- [Task to complete]: Copy every record exactly, and keep the pictures out.

Top of Dataset entries

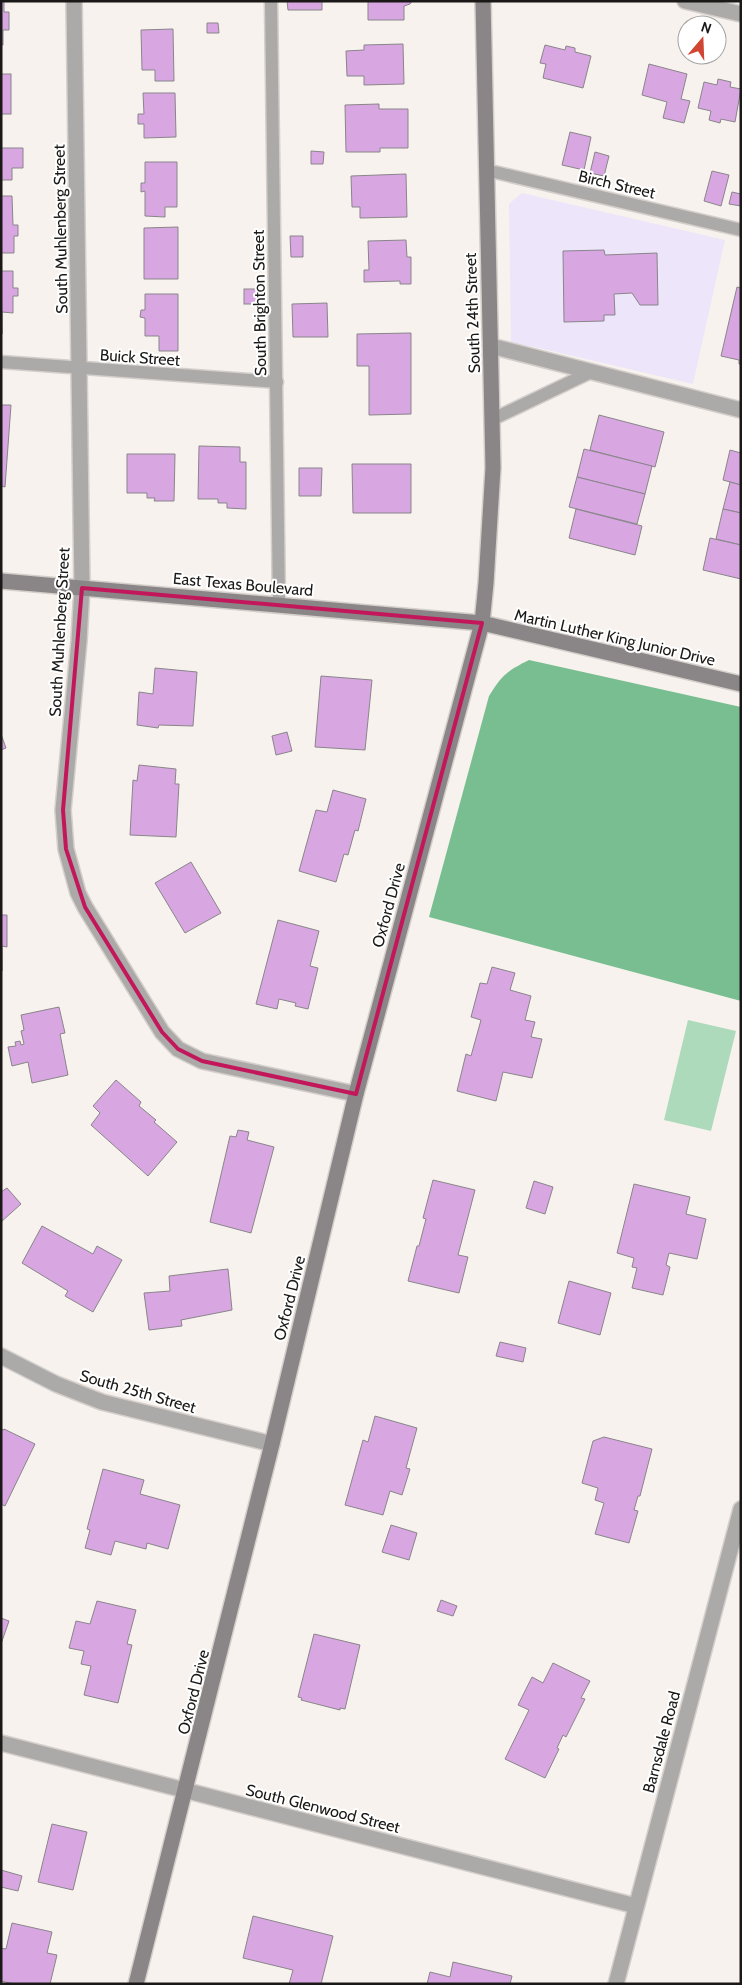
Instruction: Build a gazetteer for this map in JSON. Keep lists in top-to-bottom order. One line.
{"streets":{"main road":["South 24th Street","East Texas Boulevard","Martin Luther King Junior Drive","Oxford Drive"],"street":["South Muhlenberg Street","South 25th Street","Barnsdale Road","South Glenwood Street"],"lane":["Birch Street","South Brighton Street","Buick Street"]},"crossings":[["Birch Street","South 24th Street"],["South Muhlenberg Street","Buick Street"],["South Muhlenberg Street","East Texas Boulevard"],["South Muhlenberg Street","Oxford Drive"],["South Brighton Street","Buick Street"],["South Brighton Street","East Texas Boulevard"],["South 24th Street","East Texas Boulevard"],["South 24th Street","Martin Luther King Junior Drive"],["South 24th Street","Oxford Drive"],["East Texas Boulevard","Martin Luther King Junior Drive"],["East Texas Boulevard","Oxford Drive"],["Martin Luther King Junior Drive","Oxford Drive"],["Oxford Drive","South 25th Street"],["Oxford Drive","South Glenwood Street"],["Barnsdale Road","South Glenwood Street"]],"north":"top"}
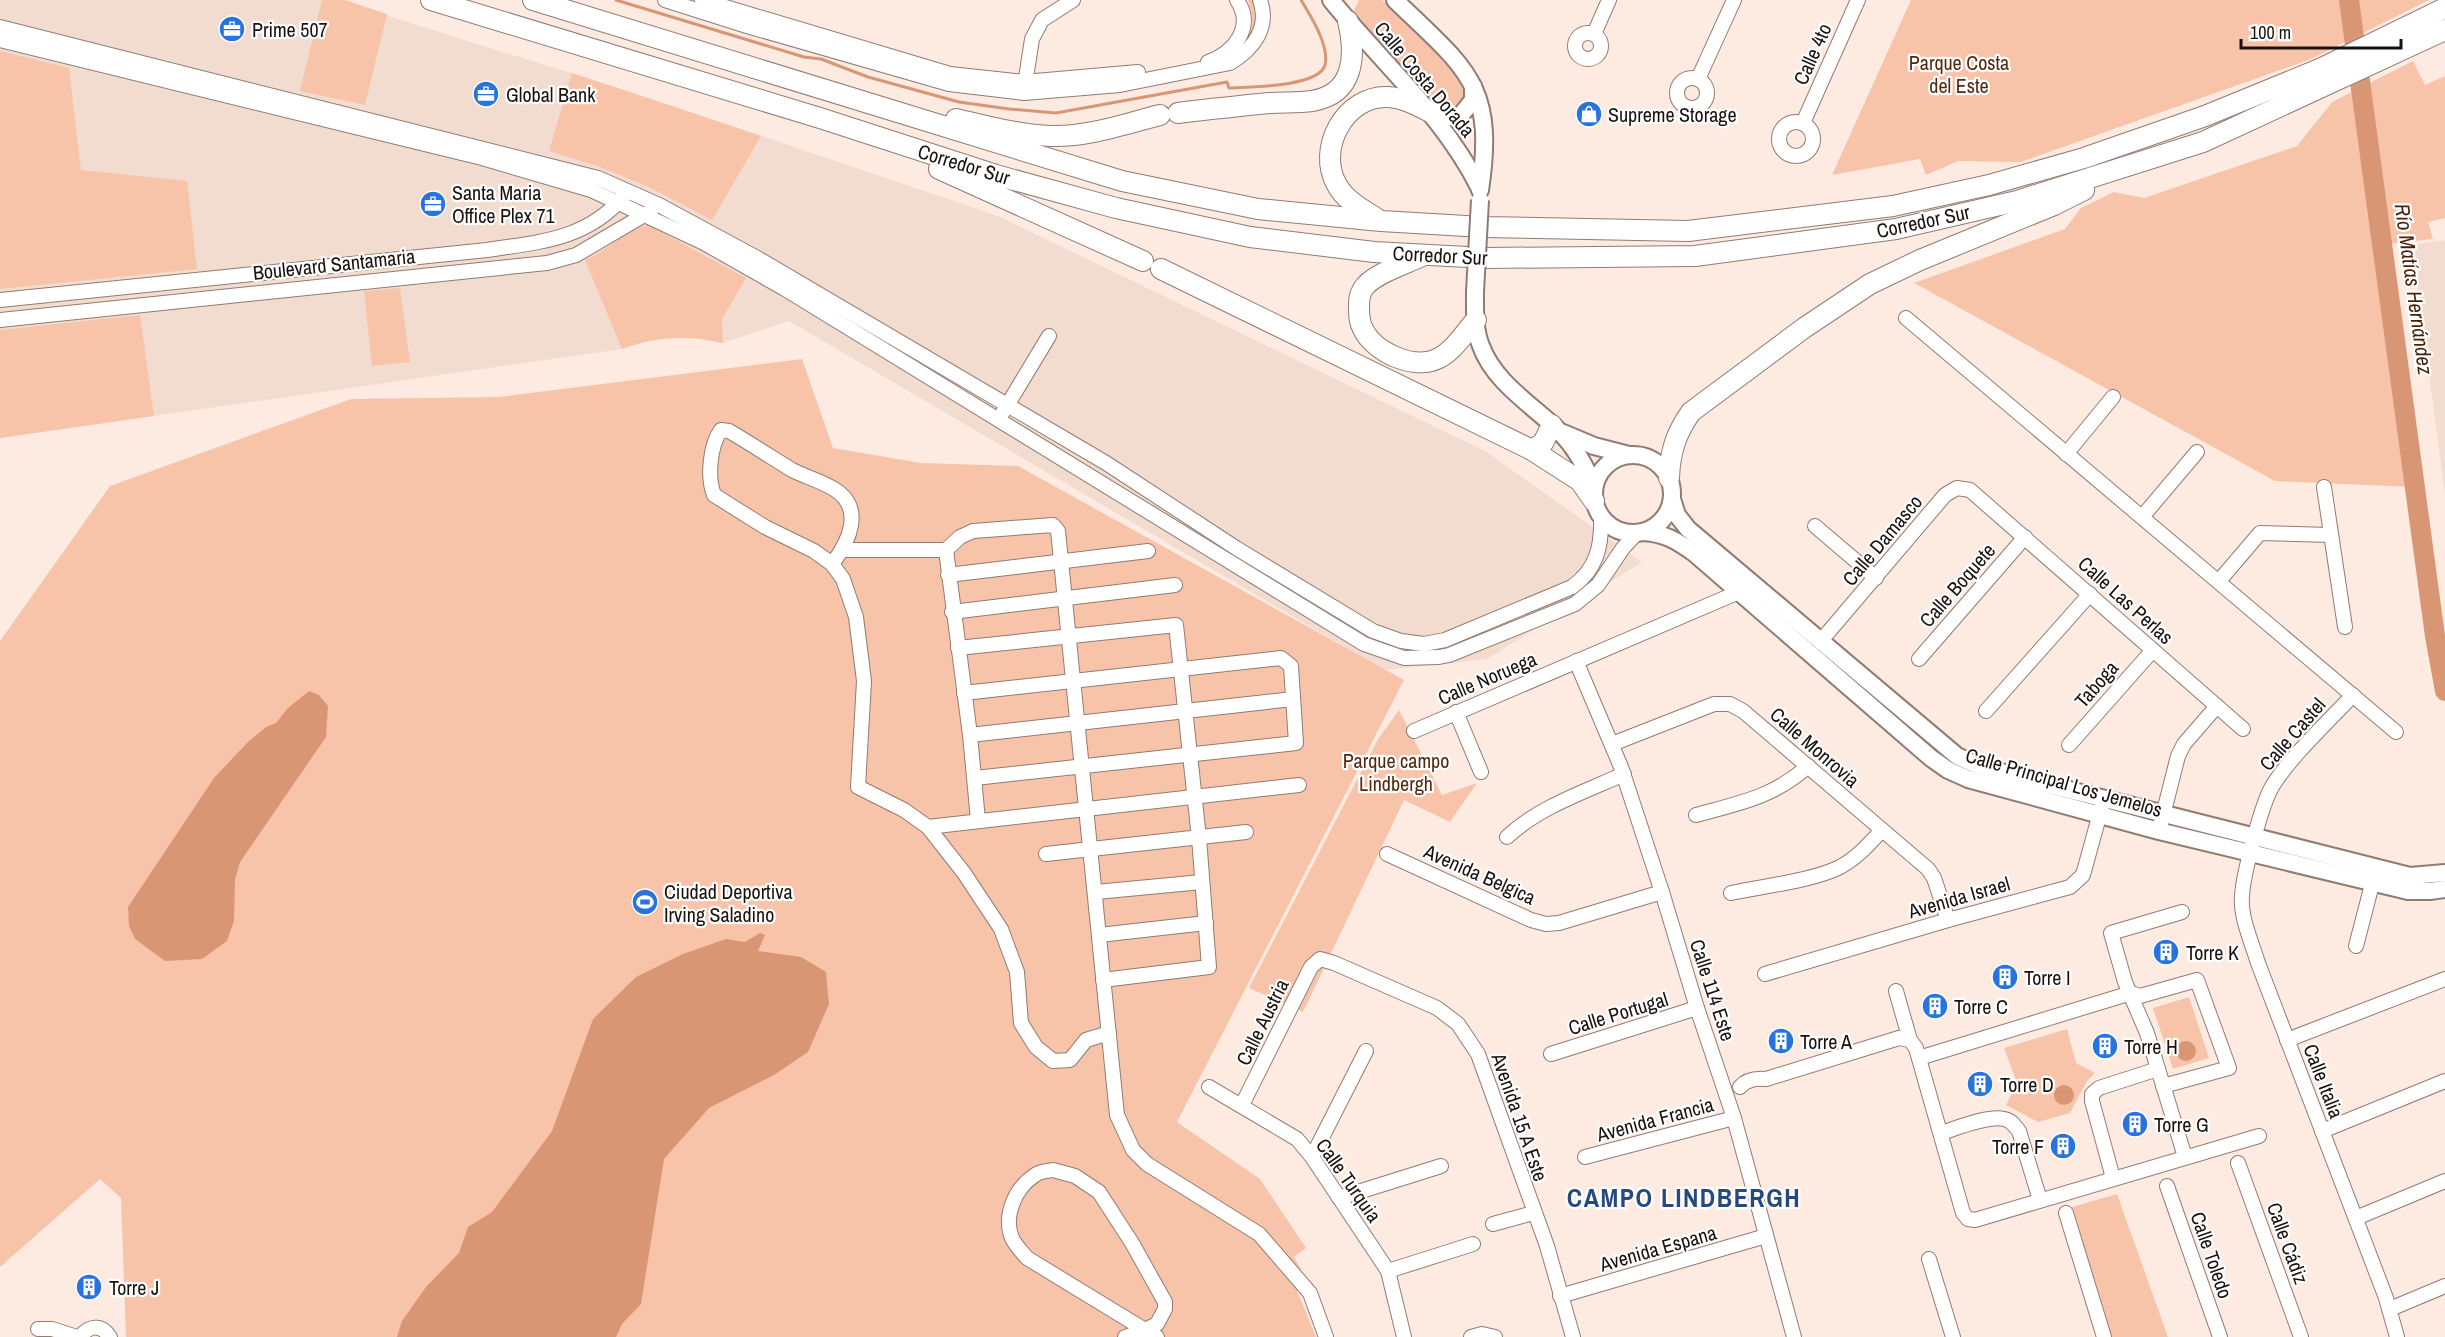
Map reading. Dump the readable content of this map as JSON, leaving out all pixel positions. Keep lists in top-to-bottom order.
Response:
{
  "streets": {
    "highway": ["Corredor Sur"],
    "main road": ["Calle Costa Dorada", "Calle Principal Los Jemelos"],
    "street": [
      "Calle 4to",
      "Boulevard Santamaria",
      "Calle Damasco",
      "Calle Boquete",
      "Calle Las Perlas",
      "Calle Noruega",
      "Taboga",
      "Calle Castel",
      "Calle Monrovia",
      "Avenida Belgica",
      "Avenida Israel",
      "Calle 114 Este",
      "Calle Portugal",
      "Calle Austria",
      "Calle Italia",
      "Avenida 15 A Este",
      "Avenida Francia",
      "Calle Turquia",
      "Calle Cádiz",
      "Avenida Espana",
      "Calle Toledo"
    ]
  },
  "crossings": [
    ["Calle Damasco", "Calle Las Perlas"],
    ["Calle Damasco", "Calle Principal Los Jemelos"],
    ["Calle Boquete", "Calle Las Perlas"],
    ["Calle Las Perlas", "Taboga"],
    ["Calle Noruega", "Calle Principal Los Jemelos"],
    ["Calle Noruega", "Calle 114 Este"],
    ["Calle Castel", "Calle Principal Los Jemelos"],
    ["Calle Castel", "Calle Italia"],
    ["Calle Monrovia", "Avenida Israel"],
    ["Calle Monrovia", "Calle 114 Este"],
    ["Calle Principal Los Jemelos", "Avenida Israel"],
    ["Calle Principal Los Jemelos", "Calle Italia"],
    ["Avenida Belgica", "Calle 114 Este"],
    ["Calle 114 Este", "Calle Portugal"],
    ["Calle 114 Este", "Avenida Francia"],
    ["Calle 114 Este", "Avenida Espana"],
    ["Calle Austria", "Avenida 15 A Este"],
    ["Calle Austria", "Calle Turquia"],
    ["Avenida 15 A Este", "Avenida Espana"]
  ],
  "districts": ["CAMPO LINDBERGH"],
  "water": ["Río Matías Hernández"],
  "parks": ["Parque Costa del Este", "Parque campo Lindbergh"],
  "places": {
    "office": ["Prime 507", "Global Bank", "Santa Maria Office Plex 71"],
    "shop": ["Supreme Storage"],
    "sports": ["Ciudad Deportiva Irving Saladino"],
    "building": [
      "Torre K",
      "Torre I",
      "Torre C",
      "Torre A",
      "Torre H",
      "Torre D",
      "Torre G",
      "Torre F",
      "Torre J"
    ]
  },
  "scale_bar": "100 m"
}
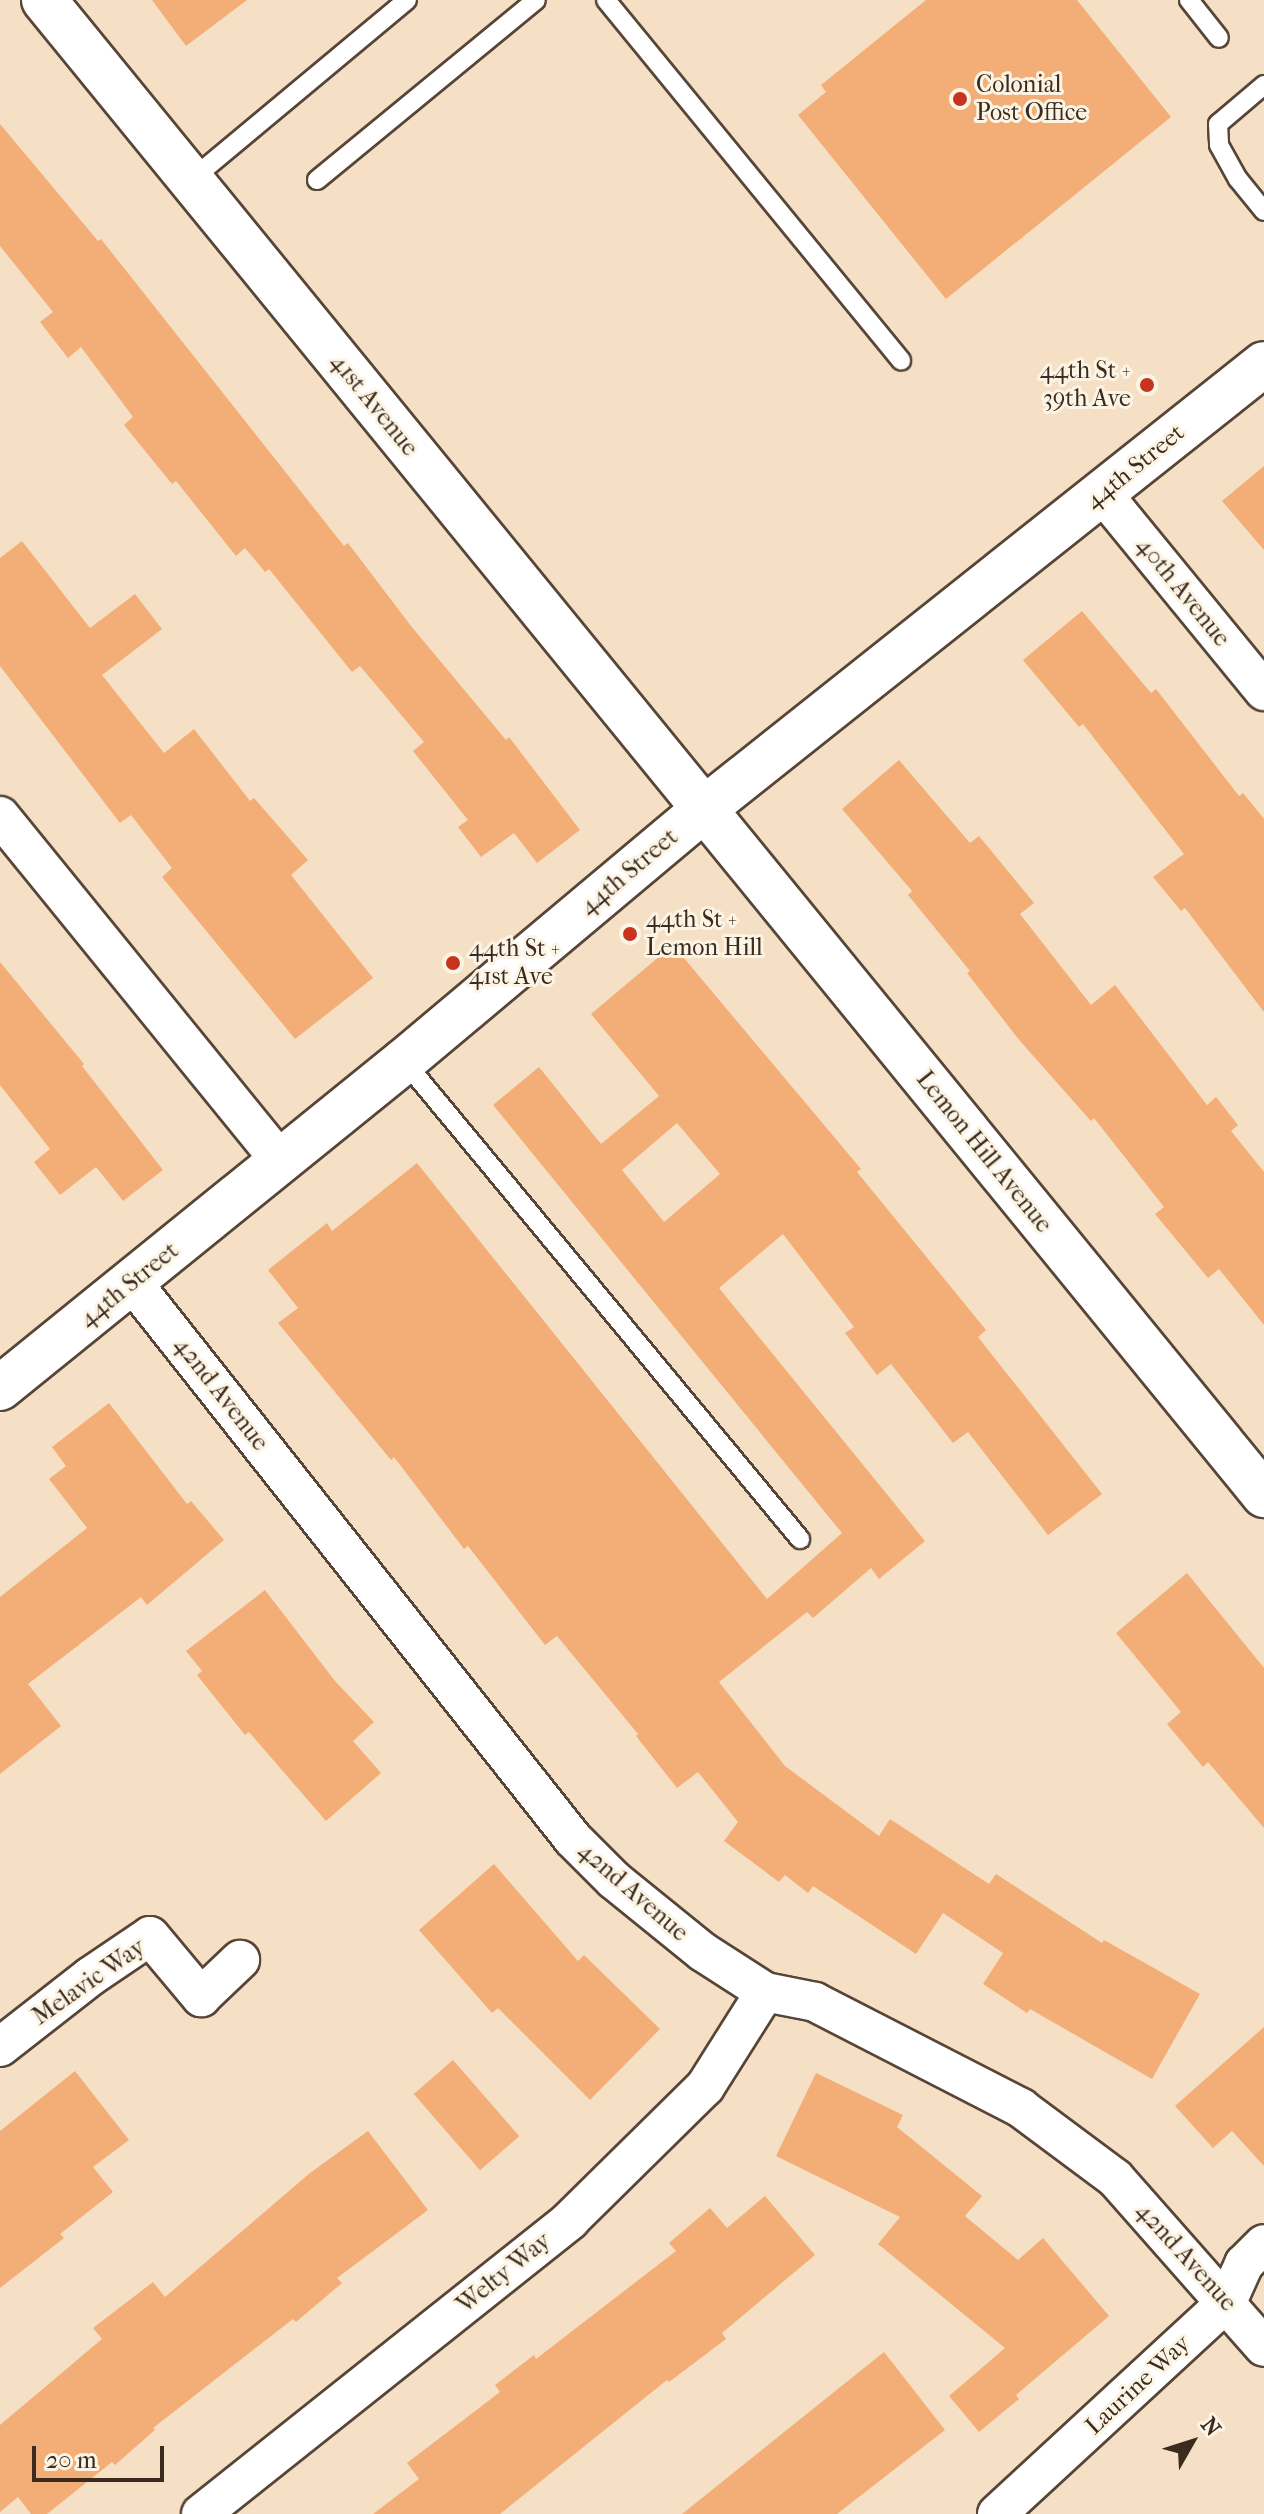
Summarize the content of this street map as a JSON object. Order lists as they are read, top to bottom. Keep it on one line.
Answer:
{"streets":{"street":["41st Avenue","44th Street","40th Avenue","Lemon Hill Avenue","42nd Avenue","Melavic Way","Welty Way","Laurine Way"]},"crossings":[["41st Avenue","44th Street"],["41st Avenue","Lemon Hill Avenue"],["44th Street","40th Avenue"],["44th Street","Lemon Hill Avenue"],["44th Street","42nd Avenue"],["42nd Avenue","Welty Way"],["42nd Avenue","Laurine Way"]],"places":["Colonial Post Office","44th St + 39th Ave","44th St + Lemon Hill","44th St + 41st Ave"],"scale_bar":"20 m","north":"top right"}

Bottom of Dataset entries

- [Written response]:
Instruction: Build a gazetteer for this map in JSON. Keep lists in top-to-bottom order. One line.
{"streets":{"main road":["South 24th Street","East Texas Boulevard","Martin Luther King Junior Drive","Oxford Drive"],"street":["South Muhlenberg Street","South 25th Street","Barnsdale Road","South Glenwood Street"],"lane":["Birch Street","South Brighton Street","Buick Street"]},"crossings":[["Birch Street","South 24th Street"],["South Muhlenberg Street","Buick Street"],["South Muhlenberg Street","East Texas Boulevard"],["South Muhlenberg Street","Oxford Drive"],["South Brighton Street","Buick Street"],["South Brighton Street","East Texas Boulevard"],["South 24th Street","East Texas Boulevard"],["South 24th Street","Martin Luther King Junior Drive"],["South 24th Street","Oxford Drive"],["East Texas Boulevard","Martin Luther King Junior Drive"],["East Texas Boulevard","Oxford Drive"],["Martin Luther King Junior Drive","Oxford Drive"],["Oxford Drive","South 25th Street"],["Oxford Drive","South Glenwood Street"],["Barnsdale Road","South Glenwood Street"]],"north":"top"}
Map reading. Dump the readable content of this map as JSON, leaving out all pixel positions. Keep lists in top-to-bottom order.
Response:
{
  "streets": {
    "highway": ["Corredor Sur"],
    "main road": ["Calle Costa Dorada", "Calle Principal Los Jemelos"],
    "street": [
      "Calle 4to",
      "Boulevard Santamaria",
      "Calle Damasco",
      "Calle Boquete",
      "Calle Las Perlas",
      "Calle Noruega",
      "Taboga",
      "Calle Castel",
      "Calle Monrovia",
      "Avenida Belgica",
      "Avenida Israel",
      "Calle 114 Este",
      "Calle Portugal",
      "Calle Austria",
      "Calle Italia",
      "Avenida 15 A Este",
      "Avenida Francia",
      "Calle Turquia",
      "Calle Cádiz",
      "Avenida Espana",
      "Calle Toledo"
    ]
  },
  "crossings": [
    ["Calle Damasco", "Calle Las Perlas"],
    ["Calle Damasco", "Calle Principal Los Jemelos"],
    ["Calle Boquete", "Calle Las Perlas"],
    ["Calle Las Perlas", "Taboga"],
    ["Calle Noruega", "Calle Principal Los Jemelos"],
    ["Calle Noruega", "Calle 114 Este"],
    ["Calle Castel", "Calle Principal Los Jemelos"],
    ["Calle Castel", "Calle Italia"],
    ["Calle Monrovia", "Avenida Israel"],
    ["Calle Monrovia", "Calle 114 Este"],
    ["Calle Principal Los Jemelos", "Avenida Israel"],
    ["Calle Principal Los Jemelos", "Calle Italia"],
    ["Avenida Belgica", "Calle 114 Este"],
    ["Calle 114 Este", "Calle Portugal"],
    ["Calle 114 Este", "Avenida Francia"],
    ["Calle 114 Este", "Avenida Espana"],
    ["Calle Austria", "Avenida 15 A Este"],
    ["Calle Austria", "Calle Turquia"],
    ["Avenida 15 A Este", "Avenida Espana"]
  ],
  "districts": ["CAMPO LINDBERGH"],
  "water": ["Río Matías Hernández"],
  "parks": ["Parque Costa del Este", "Parque campo Lindbergh"],
  "places": {
    "office": ["Prime 507", "Global Bank", "Santa Maria Office Plex 71"],
    "shop": ["Supreme Storage"],
    "sports": ["Ciudad Deportiva Irving Saladino"],
    "building": [
      "Torre K",
      "Torre I",
      "Torre C",
      "Torre A",
      "Torre H",
      "Torre D",
      "Torre G",
      "Torre F",
      "Torre J"
    ]
  },
  "scale_bar": "100 m"
}
Summarize the content of this street map as a JSON object. Order lists as they are read, top to bottom. Keep it on one line.
Answer:
{"streets":{"street":["41st Avenue","44th Street","40th Avenue","Lemon Hill Avenue","42nd Avenue","Melavic Way","Welty Way","Laurine Way"]},"crossings":[["41st Avenue","44th Street"],["41st Avenue","Lemon Hill Avenue"],["44th Street","40th Avenue"],["44th Street","Lemon Hill Avenue"],["44th Street","42nd Avenue"],["42nd Avenue","Welty Way"],["42nd Avenue","Laurine Way"]],"places":["Colonial Post Office","44th St + 39th Ave","44th St + Lemon Hill","44th St + 41st Ave"],"scale_bar":"20 m","north":"top right"}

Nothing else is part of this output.